Enfin, et en tout état de cause, la direction rappelle que le salarié s'est confié au premier maître d'hôtel au cours du mois de décembre, et que la procédure de licenciement est bien intervenue dans un délai de 2 mois. Elle précise, à cet égard, que "c'est la date de l'entretien préalable qui doit être retenue, comme celle de l'engagement des poursuites disciplinaires, et non la date de la notification du licenciement" (Cass. soc. 5 février 1997).
La direction conclut au bien-fondé du licenciement pour faute grave du chef plongeur, indiquant que son comportement a bien évidemment suscité un trouble manifeste, non seulement auprès du jeune sous contrat de qualification, mais aussi auprès de l'ensemble du personnel ayant eu à connaître par la suite ces faits. zzz60u

La petite histoire

A la fin de l'année 1998, dans un établissement qui compte plus de 80 salariés, le directeur général est alerté par le premier maître d'hôtel : un jeune sous contrat de qualification vient de lui confier avoir été victime d'une agression sexuelle de la part d'un de ses collègues masculins.
Interpellé par de telles accusations, le directeur général va dès lors mener son enquête. Il auditionne en premier lieu le jeune homme qui se voit réclamer des précisions sur les circonstances de cette agression. Celle-ci se serait déroulée 1 an auparavant dans la cave de l'établissement alors qu'il était chargé de la manutention des caisses de vin avec le chef plongeur. Ce dernier en aurait profité pour le 'coincer' et l'embrasser, le caresser.
Le directeur général demande ensuite à recevoir celui qui se voit ainsi accusé de harcèlement sexuel. Il est justement en congés payés ; l'entretien est reporté. A son retour, le chef plongeur va contester les faits avant de les reconnaître et de les présenter sous l'angle d'une plaisanterie, douteuse reconnaît-il.
Le directeur général décide de recevoir à nouveau le jeune sous contrat de qualification. Ce dernier persiste à accuser le chef plongeur. Dès lors, une mesure s'impose à la direction de l'établissement. Elle procède au licenciement pour faute grave du chef plongeur, au motif de l'agression à caractère sexuel dont il s'est ainsi rendu coupable sur la personne de son collègue.

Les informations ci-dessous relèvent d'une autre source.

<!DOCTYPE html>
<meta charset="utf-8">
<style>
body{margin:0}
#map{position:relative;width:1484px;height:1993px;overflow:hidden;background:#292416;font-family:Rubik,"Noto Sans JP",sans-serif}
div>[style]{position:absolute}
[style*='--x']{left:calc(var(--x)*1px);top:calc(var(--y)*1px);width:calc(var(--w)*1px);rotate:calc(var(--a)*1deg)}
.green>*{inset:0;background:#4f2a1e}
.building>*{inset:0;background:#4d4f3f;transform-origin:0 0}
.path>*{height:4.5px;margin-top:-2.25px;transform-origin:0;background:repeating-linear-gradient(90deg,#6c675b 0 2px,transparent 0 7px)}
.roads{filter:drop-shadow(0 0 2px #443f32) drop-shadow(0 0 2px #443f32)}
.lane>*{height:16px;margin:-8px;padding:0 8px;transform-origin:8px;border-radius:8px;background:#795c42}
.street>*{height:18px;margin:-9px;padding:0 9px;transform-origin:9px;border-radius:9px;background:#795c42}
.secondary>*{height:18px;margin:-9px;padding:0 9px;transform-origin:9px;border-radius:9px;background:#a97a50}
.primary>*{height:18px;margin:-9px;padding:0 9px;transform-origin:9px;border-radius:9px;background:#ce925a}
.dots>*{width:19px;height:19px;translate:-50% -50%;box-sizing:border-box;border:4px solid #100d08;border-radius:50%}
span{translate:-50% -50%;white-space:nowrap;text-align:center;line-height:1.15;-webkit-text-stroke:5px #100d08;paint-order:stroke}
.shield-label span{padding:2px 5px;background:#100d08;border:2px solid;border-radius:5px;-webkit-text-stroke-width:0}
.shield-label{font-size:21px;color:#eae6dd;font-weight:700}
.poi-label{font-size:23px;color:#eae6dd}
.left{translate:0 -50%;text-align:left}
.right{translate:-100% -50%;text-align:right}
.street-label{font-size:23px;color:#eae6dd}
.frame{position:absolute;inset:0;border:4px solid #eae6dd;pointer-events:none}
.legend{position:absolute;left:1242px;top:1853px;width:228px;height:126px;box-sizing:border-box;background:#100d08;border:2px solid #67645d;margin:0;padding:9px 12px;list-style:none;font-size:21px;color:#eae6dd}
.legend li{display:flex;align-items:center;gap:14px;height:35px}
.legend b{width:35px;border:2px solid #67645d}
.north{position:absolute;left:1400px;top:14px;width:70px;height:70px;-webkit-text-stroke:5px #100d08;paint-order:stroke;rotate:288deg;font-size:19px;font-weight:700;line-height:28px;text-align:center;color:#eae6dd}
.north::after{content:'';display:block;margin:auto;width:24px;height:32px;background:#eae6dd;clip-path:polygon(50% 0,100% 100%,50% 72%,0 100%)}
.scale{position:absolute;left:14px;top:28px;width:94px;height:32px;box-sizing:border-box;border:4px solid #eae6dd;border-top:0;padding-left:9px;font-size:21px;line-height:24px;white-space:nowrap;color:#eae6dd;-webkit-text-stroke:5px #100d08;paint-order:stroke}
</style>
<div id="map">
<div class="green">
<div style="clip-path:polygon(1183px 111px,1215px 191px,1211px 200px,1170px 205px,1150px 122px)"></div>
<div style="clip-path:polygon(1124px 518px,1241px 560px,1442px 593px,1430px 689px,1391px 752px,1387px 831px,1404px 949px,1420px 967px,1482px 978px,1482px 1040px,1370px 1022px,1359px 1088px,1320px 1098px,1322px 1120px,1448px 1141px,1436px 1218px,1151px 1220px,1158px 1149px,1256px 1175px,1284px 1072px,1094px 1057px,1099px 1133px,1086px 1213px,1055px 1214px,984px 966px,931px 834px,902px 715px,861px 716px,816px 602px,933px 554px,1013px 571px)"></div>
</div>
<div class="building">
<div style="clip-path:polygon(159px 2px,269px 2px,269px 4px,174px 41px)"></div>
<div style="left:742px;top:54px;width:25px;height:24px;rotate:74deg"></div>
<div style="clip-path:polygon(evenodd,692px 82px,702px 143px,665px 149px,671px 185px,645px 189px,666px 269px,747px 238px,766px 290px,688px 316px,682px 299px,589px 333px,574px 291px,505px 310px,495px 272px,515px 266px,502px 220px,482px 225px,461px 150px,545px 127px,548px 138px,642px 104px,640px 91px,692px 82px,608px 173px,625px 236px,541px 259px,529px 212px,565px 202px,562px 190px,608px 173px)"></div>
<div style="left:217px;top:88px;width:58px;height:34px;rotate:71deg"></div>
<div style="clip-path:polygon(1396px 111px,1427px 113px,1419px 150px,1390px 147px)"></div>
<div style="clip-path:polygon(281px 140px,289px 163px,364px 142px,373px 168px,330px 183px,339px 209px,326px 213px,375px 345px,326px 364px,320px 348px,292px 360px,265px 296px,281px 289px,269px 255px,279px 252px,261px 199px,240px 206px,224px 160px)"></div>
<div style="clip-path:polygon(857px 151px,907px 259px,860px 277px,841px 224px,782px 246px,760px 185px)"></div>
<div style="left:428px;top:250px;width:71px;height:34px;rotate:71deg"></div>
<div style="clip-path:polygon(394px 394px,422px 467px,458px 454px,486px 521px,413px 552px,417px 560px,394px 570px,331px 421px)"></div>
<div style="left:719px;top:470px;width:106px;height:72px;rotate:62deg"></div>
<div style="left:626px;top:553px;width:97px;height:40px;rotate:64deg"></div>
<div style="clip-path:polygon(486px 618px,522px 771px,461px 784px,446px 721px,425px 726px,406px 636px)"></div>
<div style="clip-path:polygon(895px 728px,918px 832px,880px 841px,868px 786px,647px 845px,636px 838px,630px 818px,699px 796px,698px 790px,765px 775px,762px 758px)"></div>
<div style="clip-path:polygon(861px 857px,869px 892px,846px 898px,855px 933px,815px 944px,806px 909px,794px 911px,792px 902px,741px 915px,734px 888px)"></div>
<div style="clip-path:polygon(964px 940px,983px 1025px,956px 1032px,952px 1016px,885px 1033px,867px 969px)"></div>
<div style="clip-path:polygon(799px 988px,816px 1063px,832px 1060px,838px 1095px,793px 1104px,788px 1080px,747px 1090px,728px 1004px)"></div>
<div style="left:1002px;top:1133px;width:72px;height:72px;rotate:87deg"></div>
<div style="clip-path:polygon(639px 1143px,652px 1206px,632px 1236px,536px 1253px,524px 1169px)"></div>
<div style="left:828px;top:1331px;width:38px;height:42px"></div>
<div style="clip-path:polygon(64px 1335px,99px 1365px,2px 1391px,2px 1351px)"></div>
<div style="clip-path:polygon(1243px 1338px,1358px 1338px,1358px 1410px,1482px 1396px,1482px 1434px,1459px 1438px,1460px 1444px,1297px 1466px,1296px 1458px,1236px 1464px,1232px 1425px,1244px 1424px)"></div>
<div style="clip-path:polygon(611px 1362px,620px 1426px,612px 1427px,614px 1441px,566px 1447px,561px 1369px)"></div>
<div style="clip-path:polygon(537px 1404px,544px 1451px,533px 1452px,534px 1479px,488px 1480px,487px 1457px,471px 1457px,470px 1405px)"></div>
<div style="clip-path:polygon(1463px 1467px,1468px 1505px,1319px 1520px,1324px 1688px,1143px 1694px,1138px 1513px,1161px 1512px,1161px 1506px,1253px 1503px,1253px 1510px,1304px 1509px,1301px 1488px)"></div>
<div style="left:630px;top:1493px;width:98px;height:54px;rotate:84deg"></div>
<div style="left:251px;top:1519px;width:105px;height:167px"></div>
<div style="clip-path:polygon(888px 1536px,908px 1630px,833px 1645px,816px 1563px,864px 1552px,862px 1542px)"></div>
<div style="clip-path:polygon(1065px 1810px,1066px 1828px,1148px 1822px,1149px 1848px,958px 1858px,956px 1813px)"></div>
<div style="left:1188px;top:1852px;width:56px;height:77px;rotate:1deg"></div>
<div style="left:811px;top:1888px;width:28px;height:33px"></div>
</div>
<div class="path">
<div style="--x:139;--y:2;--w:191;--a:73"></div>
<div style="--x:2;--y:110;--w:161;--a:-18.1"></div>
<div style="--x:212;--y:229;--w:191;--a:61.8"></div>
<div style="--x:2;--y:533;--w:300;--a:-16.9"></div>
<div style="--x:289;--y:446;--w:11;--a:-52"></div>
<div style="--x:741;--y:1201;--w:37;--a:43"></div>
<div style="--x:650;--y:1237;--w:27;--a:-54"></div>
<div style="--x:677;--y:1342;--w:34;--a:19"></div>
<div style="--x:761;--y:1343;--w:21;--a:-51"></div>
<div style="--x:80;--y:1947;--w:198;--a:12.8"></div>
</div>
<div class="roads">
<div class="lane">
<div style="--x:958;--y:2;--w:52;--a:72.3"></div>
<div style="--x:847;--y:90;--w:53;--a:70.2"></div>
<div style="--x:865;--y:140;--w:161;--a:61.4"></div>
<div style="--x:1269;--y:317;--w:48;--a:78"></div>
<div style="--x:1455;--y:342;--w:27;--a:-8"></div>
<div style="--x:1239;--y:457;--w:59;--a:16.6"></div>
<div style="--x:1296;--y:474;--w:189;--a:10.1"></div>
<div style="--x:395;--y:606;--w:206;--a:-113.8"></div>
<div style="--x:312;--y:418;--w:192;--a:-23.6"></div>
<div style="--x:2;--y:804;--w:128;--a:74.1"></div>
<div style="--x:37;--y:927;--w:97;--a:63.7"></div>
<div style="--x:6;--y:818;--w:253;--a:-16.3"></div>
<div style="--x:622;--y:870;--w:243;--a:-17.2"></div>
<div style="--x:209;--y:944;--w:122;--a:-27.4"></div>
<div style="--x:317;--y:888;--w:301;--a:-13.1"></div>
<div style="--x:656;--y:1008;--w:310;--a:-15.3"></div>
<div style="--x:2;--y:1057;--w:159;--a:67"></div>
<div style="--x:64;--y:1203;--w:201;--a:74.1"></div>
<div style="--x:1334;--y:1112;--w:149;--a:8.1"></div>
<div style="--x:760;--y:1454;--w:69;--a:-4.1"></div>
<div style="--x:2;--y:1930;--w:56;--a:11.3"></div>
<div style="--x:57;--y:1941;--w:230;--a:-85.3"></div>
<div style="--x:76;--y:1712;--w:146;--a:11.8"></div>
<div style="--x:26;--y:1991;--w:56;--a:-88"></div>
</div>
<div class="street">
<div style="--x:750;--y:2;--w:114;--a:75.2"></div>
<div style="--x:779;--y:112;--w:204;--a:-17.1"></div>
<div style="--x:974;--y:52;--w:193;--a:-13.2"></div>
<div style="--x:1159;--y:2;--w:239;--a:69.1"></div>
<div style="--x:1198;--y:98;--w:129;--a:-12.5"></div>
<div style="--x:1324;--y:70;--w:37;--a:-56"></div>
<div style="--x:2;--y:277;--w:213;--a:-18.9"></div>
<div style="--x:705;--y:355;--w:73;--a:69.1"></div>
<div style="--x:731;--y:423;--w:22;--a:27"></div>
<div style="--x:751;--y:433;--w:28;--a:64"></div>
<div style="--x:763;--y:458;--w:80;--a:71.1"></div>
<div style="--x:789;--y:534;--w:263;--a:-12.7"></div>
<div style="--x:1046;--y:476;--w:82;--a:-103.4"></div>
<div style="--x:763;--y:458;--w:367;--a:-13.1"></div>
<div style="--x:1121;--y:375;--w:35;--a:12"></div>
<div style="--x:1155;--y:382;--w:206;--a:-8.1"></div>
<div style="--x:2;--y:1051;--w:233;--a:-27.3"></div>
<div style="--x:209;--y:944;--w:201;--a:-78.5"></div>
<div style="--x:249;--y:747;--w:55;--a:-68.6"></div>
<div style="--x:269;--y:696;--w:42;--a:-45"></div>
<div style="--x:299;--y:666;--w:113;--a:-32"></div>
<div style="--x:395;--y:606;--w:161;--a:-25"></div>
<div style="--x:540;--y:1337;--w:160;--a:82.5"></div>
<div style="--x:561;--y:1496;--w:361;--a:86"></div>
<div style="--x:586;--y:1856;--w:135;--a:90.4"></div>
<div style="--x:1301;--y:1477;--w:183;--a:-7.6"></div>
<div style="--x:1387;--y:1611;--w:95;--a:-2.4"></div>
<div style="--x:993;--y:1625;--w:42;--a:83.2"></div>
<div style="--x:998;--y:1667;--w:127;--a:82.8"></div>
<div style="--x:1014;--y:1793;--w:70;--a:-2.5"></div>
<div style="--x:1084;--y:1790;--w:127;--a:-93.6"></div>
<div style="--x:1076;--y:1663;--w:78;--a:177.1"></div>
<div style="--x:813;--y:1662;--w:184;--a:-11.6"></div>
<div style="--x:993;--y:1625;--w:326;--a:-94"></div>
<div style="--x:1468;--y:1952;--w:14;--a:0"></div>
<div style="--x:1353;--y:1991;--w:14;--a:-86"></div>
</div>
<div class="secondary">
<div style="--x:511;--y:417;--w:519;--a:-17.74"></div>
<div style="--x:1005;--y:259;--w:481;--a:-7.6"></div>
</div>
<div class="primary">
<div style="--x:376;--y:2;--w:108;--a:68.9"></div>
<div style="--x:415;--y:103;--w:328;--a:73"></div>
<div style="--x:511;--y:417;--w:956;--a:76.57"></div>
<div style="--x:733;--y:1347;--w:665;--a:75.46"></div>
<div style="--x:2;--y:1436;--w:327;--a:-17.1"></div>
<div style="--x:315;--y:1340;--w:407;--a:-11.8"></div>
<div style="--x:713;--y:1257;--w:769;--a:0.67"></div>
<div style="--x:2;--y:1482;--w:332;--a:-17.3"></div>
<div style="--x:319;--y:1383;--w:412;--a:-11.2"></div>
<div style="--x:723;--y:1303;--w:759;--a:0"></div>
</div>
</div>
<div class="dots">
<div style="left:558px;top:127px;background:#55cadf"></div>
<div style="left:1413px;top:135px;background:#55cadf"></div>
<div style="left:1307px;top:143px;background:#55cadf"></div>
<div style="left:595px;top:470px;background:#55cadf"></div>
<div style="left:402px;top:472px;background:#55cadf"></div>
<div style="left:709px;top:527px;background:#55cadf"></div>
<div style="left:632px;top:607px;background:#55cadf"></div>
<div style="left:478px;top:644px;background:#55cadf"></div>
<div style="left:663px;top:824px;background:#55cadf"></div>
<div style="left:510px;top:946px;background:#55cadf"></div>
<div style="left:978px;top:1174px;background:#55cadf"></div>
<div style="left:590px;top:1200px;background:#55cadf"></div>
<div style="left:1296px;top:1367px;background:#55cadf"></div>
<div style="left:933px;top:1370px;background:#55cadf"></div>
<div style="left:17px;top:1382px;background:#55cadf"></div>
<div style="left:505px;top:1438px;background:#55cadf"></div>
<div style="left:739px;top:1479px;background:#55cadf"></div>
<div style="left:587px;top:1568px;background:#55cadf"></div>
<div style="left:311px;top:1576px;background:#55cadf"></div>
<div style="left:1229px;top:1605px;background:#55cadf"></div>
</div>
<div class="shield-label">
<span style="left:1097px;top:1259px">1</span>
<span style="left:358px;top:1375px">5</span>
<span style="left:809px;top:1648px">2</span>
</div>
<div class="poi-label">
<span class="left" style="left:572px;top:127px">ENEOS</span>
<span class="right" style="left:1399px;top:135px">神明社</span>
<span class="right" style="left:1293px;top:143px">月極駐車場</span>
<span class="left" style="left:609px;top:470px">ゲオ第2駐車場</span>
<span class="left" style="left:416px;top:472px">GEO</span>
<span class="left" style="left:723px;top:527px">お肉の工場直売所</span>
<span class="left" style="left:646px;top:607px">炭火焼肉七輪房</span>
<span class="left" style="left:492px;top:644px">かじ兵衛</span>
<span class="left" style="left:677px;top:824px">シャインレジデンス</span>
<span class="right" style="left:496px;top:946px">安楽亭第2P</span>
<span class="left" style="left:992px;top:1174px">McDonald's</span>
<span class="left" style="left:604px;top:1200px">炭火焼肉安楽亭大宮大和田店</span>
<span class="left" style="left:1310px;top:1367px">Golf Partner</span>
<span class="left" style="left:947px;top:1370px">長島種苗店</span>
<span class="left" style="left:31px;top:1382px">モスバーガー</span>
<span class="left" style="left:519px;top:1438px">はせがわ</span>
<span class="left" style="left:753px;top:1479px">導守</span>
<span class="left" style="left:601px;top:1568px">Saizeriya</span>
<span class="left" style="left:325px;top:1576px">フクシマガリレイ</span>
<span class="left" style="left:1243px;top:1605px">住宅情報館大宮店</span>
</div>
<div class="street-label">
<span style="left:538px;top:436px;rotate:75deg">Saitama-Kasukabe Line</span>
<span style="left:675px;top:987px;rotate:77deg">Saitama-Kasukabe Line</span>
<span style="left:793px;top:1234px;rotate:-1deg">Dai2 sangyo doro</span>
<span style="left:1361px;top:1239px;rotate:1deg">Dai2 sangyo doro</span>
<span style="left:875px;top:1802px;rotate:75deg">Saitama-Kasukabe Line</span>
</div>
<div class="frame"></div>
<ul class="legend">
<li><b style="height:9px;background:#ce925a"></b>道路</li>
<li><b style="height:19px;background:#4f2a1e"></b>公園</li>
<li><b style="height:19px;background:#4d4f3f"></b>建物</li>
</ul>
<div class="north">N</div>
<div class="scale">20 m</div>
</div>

w Le salarié gagne devant le conseil de prud'hommes
Bien évidemment, le chef plongeur qui justifie de pas moins de 5 années d'ancienneté dans l'entreprise ne l'entend pas ainsi. Il décide de saisir le conseil de prud'hommes afin d'obtenir son préavis et ses indemnités, notamment de lourds dommages et intérêts.
En première instance, le conseil de prud'hommes de Paris va donner raison au plongeur.
Cependant, l'employeur conteste. Il a licencié le salarié pour protéger ses collègues, comme la loi lui en fait obligation, et se retrouve condamné. Pour lui, cela est inacceptable.
Il décide de faire appel.

Après 3 années de procédure, c'est la cour d'appel de Paris qui va rendre sa décision, non sans avoir au préalable écouté les parties et examiné de près les pièces versées aux débats.

 

L'employeur gagne en appel
La cour d'appel considère, tout d'abord, que la société apporte, en produisant aux débats l'attestation du jeune sous contrat de qualification ainsi que celle du premier maître d'hôtel, la preuve de ce que celui-ci a été victime de faits caractérisant un harcèlement sexuel de la part du chef plongeur. Par suite, elle indique que la procédure disciplinaire a été engagée avant que ne soit acquise une quelconque prescription des faits. Elle ajoute que l'employeur a d'ailleurs engagé cette procédure à bref délai dès le retour de congé du salarié qui avait été invité à s'expliquer sur les faits.
Enfin, elle considère que ces faits constituent bien une faute grave. La cour d'appel donnera finalement gain de cause à l'employeur.